What you have to do ▸ Determine how many lines in the entries contain the word "Bellevue", and give that number with no other text.
════════════════════
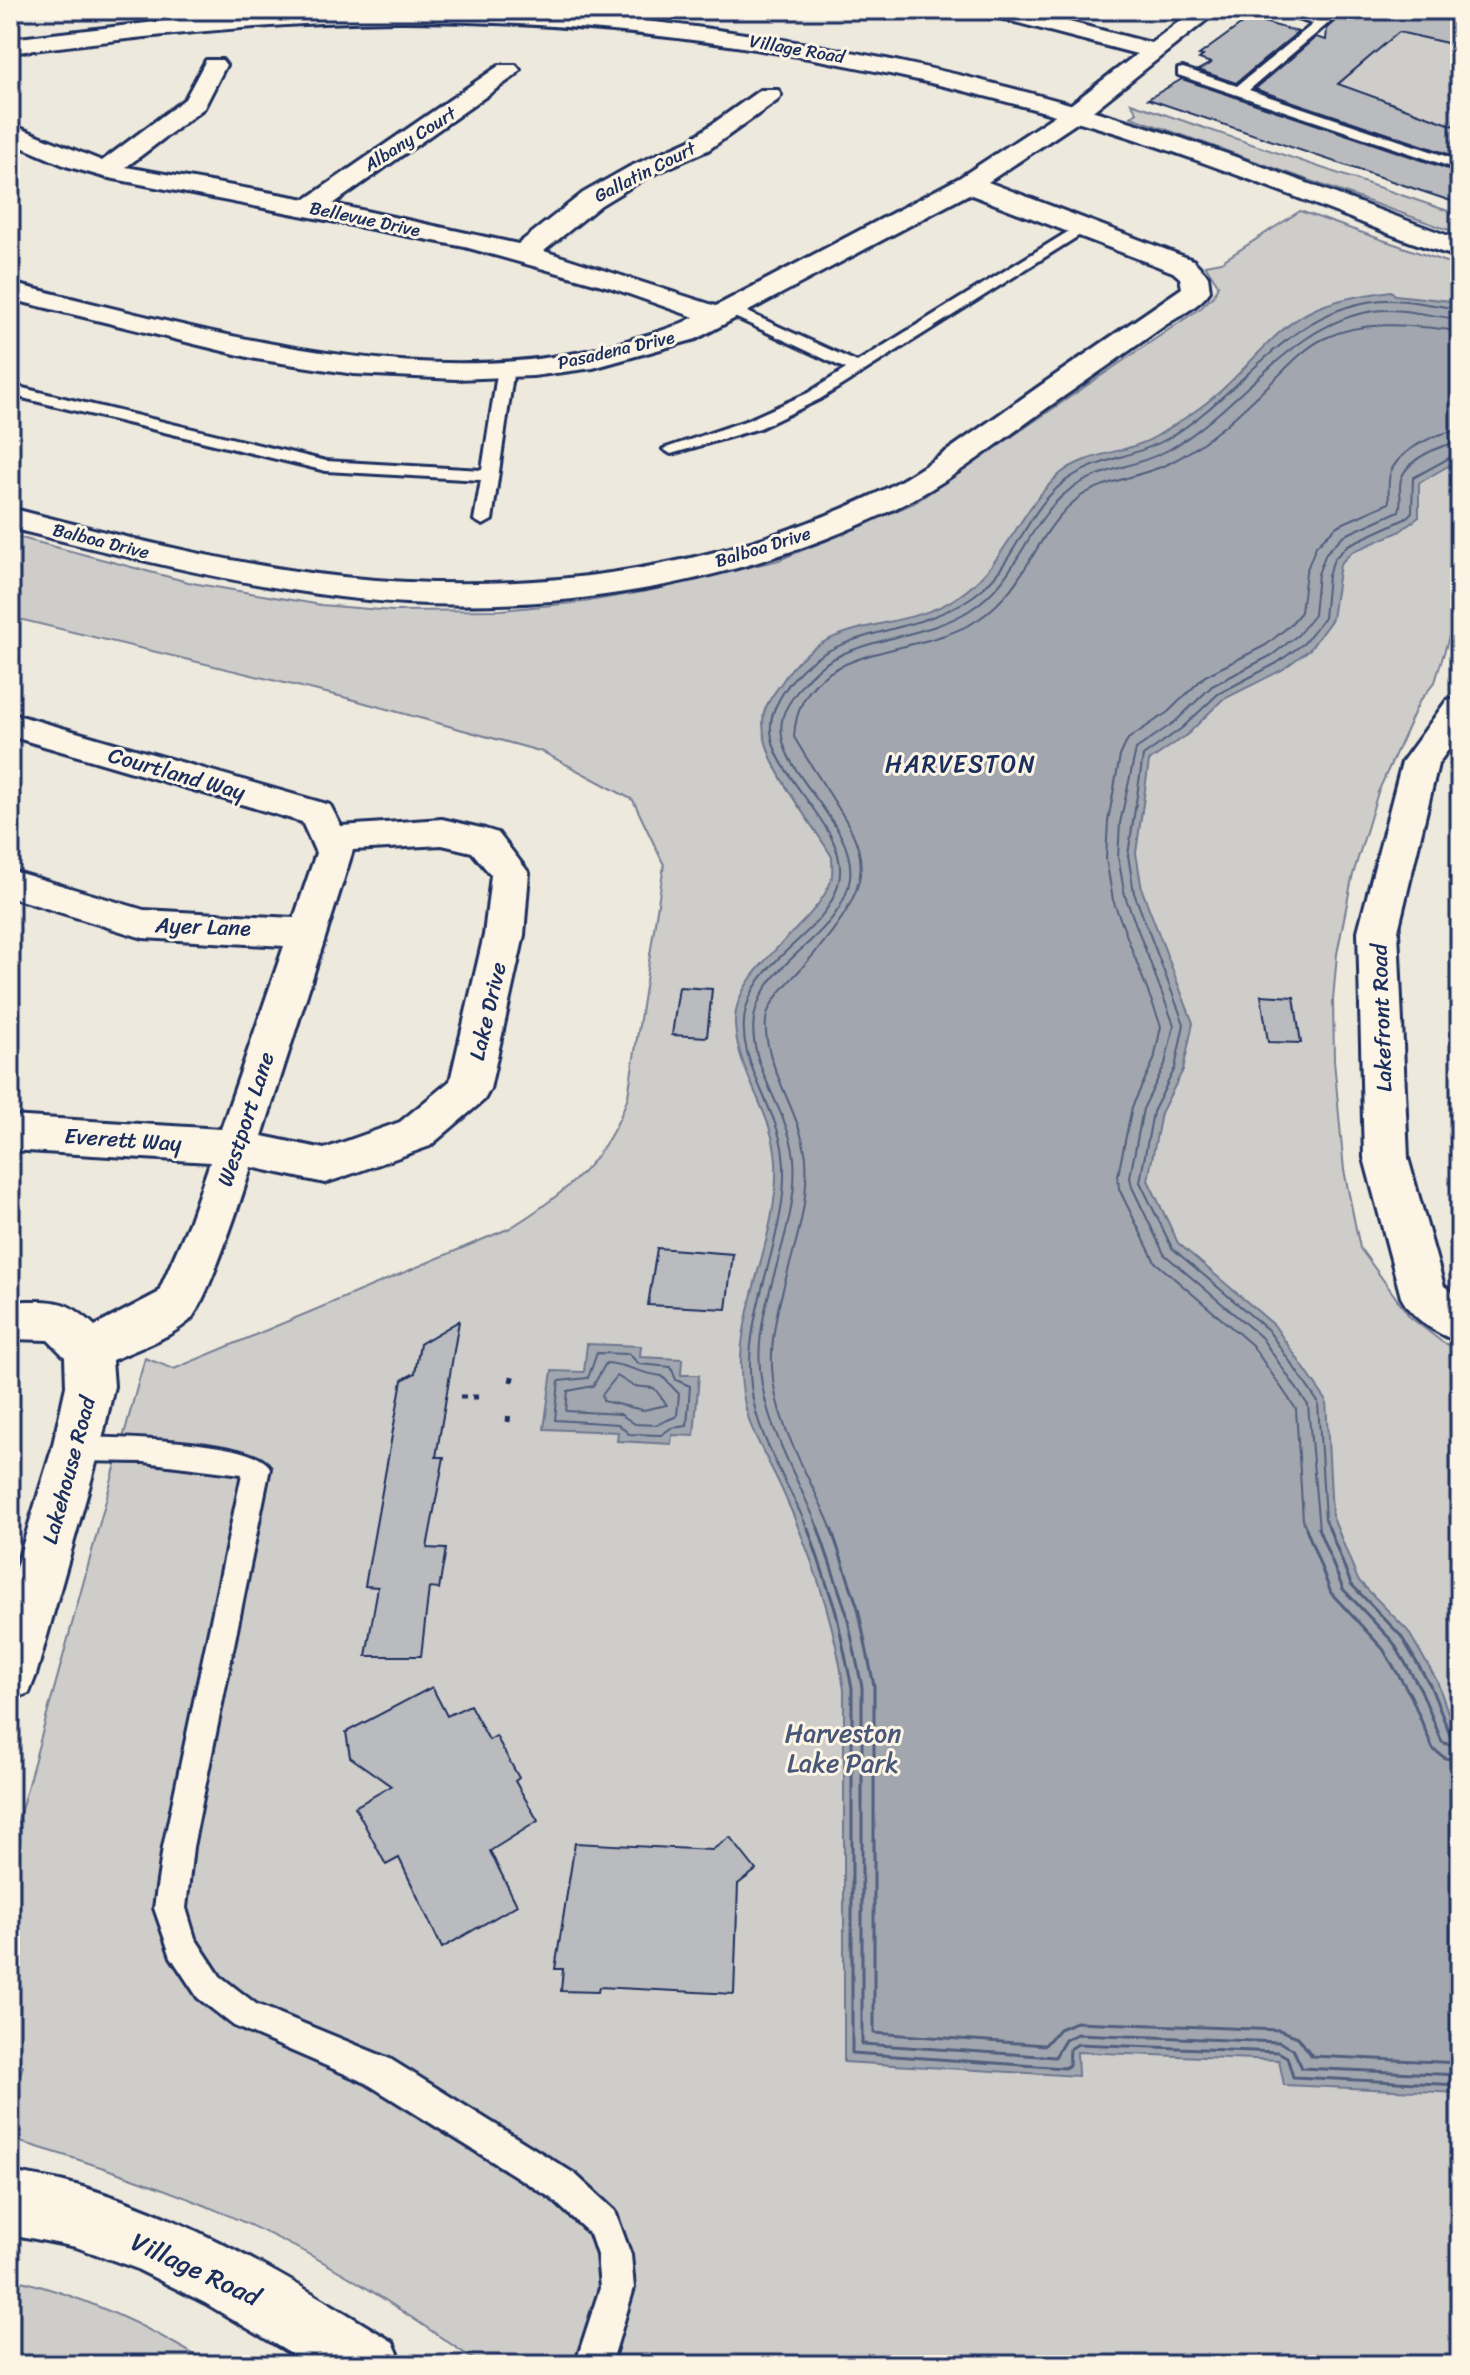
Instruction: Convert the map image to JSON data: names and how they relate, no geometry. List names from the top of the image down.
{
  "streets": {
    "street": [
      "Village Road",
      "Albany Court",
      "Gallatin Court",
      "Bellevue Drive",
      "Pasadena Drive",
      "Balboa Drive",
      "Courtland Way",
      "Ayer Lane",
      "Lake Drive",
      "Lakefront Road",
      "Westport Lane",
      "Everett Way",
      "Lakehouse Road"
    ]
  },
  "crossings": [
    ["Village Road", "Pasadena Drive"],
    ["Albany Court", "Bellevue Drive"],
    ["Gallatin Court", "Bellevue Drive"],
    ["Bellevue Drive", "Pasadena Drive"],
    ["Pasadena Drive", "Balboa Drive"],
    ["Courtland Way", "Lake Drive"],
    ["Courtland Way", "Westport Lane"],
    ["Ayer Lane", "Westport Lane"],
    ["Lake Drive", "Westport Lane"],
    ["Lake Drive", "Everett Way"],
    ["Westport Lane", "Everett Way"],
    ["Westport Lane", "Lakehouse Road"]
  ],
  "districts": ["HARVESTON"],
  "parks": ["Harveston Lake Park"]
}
════════════════════
Answer ▸ 4